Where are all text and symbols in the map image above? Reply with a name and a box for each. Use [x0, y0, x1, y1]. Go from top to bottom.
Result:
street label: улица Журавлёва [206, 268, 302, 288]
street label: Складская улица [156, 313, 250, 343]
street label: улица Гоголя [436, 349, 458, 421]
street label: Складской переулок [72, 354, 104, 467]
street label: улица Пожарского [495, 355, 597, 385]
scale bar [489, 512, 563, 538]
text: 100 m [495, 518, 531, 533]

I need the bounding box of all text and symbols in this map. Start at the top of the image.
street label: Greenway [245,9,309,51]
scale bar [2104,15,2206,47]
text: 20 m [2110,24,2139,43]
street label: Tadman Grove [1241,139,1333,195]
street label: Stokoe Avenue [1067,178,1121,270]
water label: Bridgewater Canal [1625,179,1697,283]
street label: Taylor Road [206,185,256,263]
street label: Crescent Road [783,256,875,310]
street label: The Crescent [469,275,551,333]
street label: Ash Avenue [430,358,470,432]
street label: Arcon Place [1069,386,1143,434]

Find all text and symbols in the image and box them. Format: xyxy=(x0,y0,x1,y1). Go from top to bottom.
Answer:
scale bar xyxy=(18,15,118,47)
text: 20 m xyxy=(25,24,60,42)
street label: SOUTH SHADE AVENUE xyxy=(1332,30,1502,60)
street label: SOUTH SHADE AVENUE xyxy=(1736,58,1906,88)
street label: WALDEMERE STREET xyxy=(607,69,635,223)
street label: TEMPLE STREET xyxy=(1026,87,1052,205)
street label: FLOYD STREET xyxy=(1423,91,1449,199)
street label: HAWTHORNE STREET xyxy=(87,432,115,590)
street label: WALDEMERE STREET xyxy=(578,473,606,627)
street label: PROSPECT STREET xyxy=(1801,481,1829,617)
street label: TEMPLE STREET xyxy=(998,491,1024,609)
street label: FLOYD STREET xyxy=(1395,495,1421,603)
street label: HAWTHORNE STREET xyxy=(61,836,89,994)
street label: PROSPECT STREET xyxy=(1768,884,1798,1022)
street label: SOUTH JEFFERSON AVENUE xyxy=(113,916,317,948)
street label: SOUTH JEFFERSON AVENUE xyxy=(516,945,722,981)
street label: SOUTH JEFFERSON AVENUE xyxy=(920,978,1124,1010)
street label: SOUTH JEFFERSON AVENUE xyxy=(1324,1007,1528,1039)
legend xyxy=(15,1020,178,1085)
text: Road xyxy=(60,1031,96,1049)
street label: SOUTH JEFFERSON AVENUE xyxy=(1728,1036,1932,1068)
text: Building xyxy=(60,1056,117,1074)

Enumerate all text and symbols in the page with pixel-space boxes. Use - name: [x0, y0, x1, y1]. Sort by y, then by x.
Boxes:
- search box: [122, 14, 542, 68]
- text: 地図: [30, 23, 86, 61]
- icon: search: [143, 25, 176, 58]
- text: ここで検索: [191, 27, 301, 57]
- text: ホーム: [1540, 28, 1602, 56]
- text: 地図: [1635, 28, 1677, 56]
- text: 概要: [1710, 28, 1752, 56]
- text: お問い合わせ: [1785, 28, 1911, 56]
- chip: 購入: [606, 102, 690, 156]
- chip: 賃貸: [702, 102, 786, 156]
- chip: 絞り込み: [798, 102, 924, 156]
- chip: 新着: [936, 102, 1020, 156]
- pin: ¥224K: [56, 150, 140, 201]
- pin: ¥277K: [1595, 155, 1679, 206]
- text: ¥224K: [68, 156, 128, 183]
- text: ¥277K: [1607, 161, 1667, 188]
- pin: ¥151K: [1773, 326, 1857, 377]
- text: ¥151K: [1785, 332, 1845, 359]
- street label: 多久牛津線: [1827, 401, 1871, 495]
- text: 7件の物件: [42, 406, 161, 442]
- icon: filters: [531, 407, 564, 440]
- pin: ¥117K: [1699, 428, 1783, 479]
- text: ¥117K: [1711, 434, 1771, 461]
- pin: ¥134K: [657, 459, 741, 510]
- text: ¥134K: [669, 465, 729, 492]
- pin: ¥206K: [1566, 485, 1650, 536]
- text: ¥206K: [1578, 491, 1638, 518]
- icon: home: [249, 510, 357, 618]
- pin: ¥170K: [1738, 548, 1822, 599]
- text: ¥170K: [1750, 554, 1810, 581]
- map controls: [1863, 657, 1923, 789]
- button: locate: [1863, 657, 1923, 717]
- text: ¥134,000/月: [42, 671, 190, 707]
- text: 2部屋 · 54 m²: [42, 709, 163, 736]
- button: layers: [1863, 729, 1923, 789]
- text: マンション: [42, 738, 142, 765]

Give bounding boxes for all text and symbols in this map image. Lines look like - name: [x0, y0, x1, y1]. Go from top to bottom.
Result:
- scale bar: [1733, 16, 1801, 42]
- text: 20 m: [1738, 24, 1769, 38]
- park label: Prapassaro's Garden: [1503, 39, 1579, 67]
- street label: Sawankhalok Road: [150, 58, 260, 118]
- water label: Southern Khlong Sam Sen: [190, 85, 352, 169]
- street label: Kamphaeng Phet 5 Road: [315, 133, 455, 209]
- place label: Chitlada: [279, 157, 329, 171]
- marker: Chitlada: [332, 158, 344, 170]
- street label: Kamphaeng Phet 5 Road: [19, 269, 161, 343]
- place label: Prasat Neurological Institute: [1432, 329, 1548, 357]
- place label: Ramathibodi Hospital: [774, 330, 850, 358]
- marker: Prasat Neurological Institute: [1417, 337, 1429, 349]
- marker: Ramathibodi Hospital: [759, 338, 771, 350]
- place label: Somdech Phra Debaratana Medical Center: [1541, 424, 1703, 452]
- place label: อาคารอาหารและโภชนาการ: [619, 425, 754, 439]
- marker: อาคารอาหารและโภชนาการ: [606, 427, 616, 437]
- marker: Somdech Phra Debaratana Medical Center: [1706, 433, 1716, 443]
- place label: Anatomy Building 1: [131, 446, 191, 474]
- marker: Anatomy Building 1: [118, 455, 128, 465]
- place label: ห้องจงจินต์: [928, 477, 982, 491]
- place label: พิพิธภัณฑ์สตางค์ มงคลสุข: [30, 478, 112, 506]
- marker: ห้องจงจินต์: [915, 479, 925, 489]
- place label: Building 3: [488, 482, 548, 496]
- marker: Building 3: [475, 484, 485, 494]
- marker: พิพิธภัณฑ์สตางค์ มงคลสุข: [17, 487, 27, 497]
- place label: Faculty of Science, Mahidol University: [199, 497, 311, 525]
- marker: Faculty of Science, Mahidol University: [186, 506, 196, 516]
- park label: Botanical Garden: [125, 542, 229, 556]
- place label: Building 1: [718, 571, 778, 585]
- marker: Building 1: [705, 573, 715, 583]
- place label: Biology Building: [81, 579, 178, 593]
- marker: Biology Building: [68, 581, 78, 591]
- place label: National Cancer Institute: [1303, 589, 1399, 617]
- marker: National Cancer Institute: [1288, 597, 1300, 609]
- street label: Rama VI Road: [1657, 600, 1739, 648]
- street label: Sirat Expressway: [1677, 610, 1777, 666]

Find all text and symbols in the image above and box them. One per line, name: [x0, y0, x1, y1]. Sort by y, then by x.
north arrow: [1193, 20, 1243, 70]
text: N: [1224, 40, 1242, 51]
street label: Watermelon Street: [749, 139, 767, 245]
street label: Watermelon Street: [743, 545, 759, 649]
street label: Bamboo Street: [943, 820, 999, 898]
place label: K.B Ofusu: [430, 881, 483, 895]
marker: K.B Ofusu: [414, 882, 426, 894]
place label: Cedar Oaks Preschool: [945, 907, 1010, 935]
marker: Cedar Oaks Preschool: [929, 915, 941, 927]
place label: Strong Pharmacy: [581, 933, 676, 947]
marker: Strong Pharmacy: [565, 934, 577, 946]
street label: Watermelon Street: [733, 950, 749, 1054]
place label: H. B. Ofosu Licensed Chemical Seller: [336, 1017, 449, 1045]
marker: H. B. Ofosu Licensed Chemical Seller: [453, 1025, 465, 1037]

----------

→ WORK INSTRUCTIONS
Starting at the first line of the data above, please restate word for word every line up to and including the one that holds "Find all text and symbols in the image and", and add nothing else.

→ REPLY TO THE EXERCISE
Where are all text and symbols in the map image above? Reply with a name and a box for each. Use [x0, y0, x1, y1]. Go from top to bottom.
Result:
street label: улица Журавлёва [206, 268, 302, 288]
street label: Складская улица [156, 313, 250, 343]
street label: улица Гоголя [436, 349, 458, 421]
street label: Складской переулок [72, 354, 104, 467]
street label: улица Пожарского [495, 355, 597, 385]
scale bar [489, 512, 563, 538]
text: 100 m [495, 518, 531, 533]

I need the bounding box of all text and symbols in this map. Start at the top of the image.
street label: Greenway [245,9,309,51]
scale bar [2104,15,2206,47]
text: 20 m [2110,24,2139,43]
street label: Tadman Grove [1241,139,1333,195]
street label: Stokoe Avenue [1067,178,1121,270]
water label: Bridgewater Canal [1625,179,1697,283]
street label: Taylor Road [206,185,256,263]
street label: Crescent Road [783,256,875,310]
street label: The Crescent [469,275,551,333]
street label: Ash Avenue [430,358,470,432]
street label: Arcon Place [1069,386,1143,434]

Find all text and symbols in the image and box them. Format: xyxy=(x0,y0,x1,y1). Go from top to bottom.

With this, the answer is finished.